--- Your assignment ---
What you return must be every line below that includes the word "drop".

--- Stored entries ---
● ● ● ● ●
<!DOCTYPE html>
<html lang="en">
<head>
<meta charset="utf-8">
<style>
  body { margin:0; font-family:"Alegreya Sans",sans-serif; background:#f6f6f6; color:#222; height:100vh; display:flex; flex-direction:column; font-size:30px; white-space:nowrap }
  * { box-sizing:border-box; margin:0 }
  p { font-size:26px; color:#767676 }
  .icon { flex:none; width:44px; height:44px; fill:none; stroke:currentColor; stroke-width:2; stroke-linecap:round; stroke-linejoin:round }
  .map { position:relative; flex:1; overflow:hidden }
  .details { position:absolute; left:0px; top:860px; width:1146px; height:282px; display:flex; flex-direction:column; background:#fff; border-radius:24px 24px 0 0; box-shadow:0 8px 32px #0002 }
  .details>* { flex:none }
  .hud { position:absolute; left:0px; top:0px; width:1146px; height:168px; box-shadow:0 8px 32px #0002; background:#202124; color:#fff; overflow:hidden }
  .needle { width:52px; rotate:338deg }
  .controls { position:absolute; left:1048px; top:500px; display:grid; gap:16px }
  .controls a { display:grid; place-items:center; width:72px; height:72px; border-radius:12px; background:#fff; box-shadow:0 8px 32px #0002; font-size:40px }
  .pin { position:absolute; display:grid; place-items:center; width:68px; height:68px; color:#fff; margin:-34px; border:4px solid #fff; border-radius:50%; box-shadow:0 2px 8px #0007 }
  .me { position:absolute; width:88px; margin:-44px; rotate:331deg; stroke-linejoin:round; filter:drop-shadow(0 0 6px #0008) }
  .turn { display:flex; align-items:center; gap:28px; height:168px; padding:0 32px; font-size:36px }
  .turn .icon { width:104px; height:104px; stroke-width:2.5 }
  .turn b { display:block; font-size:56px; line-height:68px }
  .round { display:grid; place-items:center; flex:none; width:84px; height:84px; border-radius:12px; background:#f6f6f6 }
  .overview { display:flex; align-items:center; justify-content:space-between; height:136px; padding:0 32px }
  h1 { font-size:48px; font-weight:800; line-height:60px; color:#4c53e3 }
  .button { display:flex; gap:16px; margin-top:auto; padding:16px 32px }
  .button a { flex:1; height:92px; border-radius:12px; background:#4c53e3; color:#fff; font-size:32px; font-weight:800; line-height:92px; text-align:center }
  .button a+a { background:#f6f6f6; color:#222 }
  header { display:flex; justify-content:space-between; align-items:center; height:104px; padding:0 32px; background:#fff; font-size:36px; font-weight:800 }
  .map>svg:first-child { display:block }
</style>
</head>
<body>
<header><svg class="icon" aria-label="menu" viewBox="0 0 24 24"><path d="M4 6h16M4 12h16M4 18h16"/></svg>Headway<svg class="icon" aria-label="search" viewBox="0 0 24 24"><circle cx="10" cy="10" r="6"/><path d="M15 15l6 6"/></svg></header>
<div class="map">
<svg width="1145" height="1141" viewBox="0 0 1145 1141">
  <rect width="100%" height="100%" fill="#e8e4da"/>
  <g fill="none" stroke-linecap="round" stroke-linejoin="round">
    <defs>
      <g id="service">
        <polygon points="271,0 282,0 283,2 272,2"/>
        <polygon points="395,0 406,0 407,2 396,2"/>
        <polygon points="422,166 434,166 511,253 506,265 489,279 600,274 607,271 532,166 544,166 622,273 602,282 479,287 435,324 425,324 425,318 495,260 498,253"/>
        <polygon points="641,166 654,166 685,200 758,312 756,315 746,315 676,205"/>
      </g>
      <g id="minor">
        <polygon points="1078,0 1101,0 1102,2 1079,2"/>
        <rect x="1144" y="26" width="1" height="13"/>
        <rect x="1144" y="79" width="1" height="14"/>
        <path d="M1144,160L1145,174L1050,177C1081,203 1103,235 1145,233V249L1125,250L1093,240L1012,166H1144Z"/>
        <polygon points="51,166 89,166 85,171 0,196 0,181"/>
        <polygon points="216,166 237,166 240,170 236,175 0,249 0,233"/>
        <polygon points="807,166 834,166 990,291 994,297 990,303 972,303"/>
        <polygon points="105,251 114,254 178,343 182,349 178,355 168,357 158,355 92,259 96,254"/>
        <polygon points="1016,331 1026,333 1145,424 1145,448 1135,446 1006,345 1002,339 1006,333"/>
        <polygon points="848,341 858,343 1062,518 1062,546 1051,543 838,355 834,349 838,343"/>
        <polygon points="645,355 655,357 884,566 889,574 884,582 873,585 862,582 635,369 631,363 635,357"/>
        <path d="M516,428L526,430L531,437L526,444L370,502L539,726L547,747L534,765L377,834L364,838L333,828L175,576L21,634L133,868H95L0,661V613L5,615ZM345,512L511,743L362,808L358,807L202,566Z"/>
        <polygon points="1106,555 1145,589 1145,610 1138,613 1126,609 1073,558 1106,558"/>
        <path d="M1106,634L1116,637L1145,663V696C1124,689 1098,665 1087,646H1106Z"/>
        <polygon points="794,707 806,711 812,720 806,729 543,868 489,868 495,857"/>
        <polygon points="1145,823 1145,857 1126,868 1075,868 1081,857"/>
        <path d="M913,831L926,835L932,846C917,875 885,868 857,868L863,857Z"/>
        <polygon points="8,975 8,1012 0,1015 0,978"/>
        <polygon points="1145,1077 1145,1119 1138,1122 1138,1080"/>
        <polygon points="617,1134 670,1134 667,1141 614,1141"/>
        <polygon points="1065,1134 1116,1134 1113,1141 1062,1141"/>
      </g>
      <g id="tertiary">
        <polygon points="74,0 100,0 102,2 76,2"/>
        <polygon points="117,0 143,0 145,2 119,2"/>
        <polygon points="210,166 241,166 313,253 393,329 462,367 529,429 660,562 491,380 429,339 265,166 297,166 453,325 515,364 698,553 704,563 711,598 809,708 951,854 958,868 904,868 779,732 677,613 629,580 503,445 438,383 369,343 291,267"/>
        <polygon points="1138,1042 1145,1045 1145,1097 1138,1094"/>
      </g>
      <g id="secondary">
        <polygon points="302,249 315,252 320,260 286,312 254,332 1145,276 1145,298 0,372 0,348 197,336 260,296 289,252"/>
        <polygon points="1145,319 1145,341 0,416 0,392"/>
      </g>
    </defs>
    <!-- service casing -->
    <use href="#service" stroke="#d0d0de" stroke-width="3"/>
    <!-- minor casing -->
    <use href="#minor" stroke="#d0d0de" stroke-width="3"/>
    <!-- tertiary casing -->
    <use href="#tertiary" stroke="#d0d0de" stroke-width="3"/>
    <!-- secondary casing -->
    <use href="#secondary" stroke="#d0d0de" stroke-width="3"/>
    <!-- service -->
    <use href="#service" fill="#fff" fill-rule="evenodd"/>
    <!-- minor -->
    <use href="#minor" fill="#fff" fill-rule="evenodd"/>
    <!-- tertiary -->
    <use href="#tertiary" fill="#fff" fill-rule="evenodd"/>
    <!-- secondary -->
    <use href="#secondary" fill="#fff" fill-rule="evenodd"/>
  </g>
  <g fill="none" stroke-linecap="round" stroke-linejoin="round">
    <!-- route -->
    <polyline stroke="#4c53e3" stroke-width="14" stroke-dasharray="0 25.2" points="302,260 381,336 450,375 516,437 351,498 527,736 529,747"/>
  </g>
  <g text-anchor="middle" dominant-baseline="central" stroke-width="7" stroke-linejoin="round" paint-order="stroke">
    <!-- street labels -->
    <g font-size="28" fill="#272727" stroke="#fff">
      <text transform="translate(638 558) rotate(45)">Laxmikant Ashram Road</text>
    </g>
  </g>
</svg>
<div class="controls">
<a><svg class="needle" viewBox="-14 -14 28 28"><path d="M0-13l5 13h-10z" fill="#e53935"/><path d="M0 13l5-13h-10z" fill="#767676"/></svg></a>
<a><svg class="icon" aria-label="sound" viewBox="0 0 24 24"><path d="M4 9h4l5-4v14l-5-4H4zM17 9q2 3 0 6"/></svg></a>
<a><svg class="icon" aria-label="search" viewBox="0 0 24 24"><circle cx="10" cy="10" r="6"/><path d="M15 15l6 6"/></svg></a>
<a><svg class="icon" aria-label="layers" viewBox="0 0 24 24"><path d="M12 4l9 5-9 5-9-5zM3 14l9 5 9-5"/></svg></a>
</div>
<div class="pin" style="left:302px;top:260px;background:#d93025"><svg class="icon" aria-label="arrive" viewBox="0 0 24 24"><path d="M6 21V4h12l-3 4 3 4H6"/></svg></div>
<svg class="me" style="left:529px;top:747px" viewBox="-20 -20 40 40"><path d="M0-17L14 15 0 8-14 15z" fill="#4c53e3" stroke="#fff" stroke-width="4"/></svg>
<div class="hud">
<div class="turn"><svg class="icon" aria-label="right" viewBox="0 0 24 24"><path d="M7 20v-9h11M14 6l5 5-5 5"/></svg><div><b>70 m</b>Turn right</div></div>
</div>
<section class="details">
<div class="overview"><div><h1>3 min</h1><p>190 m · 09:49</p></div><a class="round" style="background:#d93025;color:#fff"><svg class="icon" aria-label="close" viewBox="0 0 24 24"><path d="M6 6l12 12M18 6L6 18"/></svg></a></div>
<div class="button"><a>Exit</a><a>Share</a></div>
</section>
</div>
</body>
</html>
● ● ● ● ●
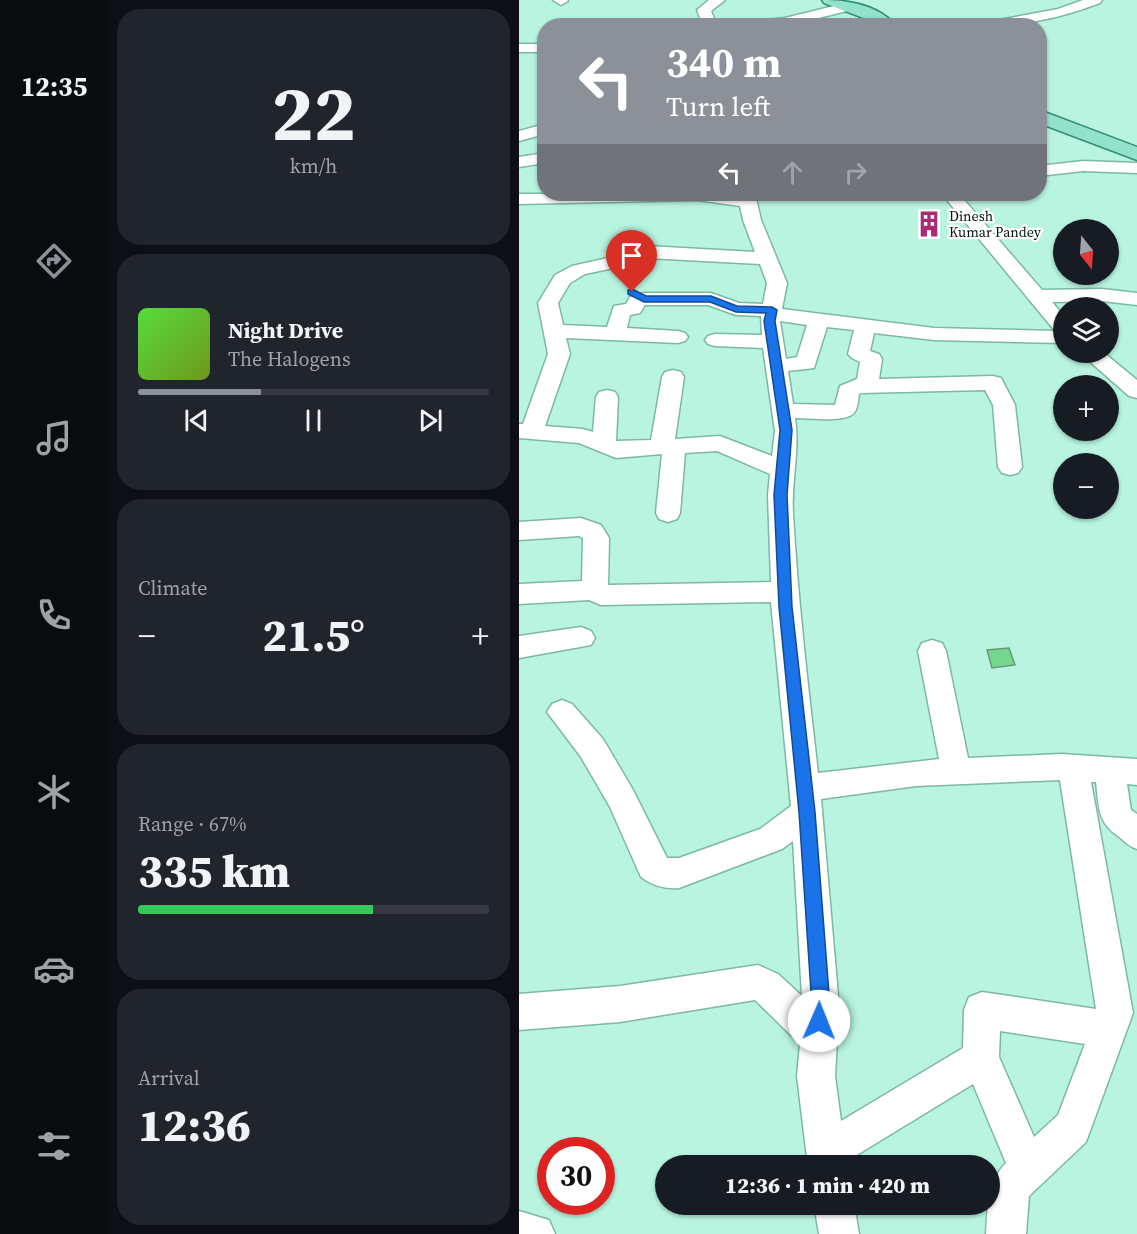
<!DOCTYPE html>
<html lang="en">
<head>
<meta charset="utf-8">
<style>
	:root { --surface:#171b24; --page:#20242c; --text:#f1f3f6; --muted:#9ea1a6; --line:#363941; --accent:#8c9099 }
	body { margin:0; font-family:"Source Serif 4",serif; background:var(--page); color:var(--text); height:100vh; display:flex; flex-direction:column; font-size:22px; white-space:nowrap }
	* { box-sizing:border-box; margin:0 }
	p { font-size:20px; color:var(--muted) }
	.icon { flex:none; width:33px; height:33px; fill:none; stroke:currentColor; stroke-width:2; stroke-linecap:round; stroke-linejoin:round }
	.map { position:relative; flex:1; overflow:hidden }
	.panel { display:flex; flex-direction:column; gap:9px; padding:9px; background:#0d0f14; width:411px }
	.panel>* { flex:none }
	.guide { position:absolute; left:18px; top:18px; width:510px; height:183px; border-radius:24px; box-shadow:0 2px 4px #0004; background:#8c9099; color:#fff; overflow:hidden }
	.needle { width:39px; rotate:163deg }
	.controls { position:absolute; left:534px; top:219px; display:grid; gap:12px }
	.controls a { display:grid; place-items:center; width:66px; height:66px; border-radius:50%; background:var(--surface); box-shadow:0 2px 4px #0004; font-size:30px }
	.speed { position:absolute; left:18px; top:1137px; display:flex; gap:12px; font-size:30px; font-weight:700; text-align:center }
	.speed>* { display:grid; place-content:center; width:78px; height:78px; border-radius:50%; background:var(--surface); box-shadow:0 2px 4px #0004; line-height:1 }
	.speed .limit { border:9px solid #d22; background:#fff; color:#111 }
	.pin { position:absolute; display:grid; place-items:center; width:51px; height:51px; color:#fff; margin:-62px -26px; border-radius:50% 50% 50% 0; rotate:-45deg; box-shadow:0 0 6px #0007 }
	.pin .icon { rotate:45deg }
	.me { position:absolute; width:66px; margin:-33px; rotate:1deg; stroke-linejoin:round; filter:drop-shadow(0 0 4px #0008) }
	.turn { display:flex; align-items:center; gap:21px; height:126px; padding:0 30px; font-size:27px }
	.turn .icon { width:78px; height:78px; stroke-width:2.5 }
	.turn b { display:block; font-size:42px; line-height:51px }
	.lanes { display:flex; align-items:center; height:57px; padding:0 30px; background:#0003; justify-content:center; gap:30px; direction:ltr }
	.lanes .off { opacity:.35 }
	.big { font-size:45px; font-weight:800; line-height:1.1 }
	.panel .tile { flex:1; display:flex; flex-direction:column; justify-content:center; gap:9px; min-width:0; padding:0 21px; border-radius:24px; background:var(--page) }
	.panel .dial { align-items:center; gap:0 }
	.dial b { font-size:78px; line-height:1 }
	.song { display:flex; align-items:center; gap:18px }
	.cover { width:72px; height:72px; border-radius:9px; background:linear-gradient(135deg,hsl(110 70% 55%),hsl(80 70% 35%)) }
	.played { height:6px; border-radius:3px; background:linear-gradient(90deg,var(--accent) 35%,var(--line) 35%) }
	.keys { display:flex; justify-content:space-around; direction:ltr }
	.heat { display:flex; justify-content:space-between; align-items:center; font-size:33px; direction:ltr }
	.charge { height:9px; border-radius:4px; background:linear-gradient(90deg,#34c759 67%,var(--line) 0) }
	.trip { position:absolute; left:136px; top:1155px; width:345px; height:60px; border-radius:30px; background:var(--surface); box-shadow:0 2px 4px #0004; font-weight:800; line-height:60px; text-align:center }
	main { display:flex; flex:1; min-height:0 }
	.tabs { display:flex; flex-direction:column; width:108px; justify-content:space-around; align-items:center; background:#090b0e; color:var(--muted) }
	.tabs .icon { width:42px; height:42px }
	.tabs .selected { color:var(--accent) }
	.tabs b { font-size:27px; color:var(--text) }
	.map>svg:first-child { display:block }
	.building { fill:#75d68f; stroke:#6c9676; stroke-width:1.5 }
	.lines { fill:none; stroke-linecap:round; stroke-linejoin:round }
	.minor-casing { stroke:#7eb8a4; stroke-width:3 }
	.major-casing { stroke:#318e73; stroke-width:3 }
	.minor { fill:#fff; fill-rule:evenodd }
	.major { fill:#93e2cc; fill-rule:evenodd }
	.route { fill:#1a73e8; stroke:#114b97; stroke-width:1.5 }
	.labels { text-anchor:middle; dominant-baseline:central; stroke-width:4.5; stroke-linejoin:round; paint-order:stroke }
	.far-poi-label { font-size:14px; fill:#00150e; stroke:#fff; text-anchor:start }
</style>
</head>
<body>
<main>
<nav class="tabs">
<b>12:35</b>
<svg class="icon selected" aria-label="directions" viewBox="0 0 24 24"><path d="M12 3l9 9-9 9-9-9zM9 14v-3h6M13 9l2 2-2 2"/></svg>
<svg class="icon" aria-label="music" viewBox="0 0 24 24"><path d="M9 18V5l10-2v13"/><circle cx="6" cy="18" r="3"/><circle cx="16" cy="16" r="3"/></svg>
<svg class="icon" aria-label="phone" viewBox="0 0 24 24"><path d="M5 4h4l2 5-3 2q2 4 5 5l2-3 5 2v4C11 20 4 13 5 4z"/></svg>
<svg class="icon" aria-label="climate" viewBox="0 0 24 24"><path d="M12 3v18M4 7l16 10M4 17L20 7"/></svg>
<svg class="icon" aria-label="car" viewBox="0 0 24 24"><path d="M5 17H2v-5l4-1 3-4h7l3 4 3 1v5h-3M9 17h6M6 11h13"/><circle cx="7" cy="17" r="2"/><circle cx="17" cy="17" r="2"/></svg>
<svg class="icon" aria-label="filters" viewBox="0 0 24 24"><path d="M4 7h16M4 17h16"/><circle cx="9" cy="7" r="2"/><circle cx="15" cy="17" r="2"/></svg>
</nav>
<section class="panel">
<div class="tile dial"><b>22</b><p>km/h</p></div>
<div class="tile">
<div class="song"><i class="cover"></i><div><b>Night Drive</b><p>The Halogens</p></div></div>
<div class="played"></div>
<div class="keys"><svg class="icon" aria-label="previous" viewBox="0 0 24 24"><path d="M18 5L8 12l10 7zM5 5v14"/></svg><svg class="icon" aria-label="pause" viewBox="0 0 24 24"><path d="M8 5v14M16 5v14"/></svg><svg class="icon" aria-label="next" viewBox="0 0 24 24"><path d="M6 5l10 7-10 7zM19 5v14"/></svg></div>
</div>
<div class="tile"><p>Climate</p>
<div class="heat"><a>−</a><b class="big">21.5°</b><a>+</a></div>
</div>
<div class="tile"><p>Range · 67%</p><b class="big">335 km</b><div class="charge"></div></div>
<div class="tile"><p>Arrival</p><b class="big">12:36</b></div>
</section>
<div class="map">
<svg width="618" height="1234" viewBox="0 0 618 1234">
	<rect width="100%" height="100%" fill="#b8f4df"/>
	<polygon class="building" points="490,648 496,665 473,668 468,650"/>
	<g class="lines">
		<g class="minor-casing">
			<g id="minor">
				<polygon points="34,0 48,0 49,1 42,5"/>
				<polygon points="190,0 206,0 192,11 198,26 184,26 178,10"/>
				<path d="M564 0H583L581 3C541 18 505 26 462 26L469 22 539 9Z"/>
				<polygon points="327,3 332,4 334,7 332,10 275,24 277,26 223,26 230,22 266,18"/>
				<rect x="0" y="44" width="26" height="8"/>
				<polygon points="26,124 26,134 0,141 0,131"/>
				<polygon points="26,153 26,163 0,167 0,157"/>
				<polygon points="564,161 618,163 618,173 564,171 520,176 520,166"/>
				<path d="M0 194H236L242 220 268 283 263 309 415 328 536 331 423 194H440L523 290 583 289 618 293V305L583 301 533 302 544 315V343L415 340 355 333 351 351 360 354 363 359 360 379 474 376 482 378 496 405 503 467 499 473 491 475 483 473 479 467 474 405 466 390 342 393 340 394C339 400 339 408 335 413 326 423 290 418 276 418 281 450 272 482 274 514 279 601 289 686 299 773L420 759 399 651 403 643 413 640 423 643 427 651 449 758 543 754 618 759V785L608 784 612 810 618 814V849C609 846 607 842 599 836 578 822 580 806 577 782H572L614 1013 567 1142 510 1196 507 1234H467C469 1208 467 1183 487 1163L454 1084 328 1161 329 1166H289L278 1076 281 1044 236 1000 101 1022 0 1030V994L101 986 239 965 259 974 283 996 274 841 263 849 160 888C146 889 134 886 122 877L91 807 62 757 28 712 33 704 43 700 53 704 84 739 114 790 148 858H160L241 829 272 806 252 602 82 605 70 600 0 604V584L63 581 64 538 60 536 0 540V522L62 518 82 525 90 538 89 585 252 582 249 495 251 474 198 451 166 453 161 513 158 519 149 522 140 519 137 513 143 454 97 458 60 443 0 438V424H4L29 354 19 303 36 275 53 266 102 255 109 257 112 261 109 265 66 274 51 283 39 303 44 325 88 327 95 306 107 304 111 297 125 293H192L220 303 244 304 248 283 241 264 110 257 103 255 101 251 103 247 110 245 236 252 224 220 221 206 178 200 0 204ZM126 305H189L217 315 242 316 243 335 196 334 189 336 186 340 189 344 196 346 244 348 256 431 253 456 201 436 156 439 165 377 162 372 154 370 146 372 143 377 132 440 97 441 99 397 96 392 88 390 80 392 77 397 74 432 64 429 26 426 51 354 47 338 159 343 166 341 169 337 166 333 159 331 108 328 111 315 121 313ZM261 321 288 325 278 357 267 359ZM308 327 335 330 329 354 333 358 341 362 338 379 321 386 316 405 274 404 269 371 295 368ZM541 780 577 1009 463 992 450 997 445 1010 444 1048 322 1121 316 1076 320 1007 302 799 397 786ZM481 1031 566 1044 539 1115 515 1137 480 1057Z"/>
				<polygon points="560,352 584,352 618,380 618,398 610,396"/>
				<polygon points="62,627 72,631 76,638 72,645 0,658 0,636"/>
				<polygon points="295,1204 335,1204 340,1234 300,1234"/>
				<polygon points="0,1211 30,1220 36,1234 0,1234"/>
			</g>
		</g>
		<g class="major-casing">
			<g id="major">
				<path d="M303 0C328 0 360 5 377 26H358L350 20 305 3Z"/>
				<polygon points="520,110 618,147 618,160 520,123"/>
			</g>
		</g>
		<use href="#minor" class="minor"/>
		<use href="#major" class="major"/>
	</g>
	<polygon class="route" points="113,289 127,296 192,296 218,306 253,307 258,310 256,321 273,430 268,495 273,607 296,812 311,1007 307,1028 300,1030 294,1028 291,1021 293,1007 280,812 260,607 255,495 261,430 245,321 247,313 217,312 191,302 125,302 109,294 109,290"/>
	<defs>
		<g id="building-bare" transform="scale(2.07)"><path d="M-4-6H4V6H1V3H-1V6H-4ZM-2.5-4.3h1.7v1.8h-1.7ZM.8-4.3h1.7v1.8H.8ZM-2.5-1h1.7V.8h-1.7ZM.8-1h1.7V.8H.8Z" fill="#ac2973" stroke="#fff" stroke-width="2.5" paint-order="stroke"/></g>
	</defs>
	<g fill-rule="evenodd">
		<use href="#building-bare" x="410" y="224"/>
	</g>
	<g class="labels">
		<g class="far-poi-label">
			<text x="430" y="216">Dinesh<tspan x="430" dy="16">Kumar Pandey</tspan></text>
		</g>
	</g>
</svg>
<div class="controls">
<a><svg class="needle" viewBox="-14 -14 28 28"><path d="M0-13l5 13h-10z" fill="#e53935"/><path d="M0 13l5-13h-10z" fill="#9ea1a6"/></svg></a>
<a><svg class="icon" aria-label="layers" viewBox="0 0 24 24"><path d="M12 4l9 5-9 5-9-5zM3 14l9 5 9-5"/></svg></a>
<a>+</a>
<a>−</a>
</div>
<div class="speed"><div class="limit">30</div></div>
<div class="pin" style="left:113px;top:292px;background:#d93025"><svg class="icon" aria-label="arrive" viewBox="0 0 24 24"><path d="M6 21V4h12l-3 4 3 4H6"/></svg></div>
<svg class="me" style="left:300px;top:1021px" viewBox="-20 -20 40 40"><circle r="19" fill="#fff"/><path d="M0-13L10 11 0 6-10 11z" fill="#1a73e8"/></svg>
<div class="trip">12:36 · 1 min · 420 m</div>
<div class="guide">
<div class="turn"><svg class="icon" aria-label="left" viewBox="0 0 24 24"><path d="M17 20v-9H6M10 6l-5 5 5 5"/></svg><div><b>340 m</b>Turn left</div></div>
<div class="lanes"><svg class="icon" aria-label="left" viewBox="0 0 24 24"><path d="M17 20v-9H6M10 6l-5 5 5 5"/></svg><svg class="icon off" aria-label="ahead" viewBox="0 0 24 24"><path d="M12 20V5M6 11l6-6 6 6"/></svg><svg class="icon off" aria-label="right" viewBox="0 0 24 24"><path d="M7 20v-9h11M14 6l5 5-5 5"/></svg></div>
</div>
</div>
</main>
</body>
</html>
● ● ● ● ●
--- Answer to the problem ---
  .me { position:absolute; width:88px; margin:-44px; rotate:331deg; stroke-linejoin:round; filter:drop-shadow(0 0 6px #0008) }
	.me { position:absolute; width:66px; margin:-33px; rotate:1deg; stroke-linejoin:round; filter:drop-shadow(0 0 4px #0008) }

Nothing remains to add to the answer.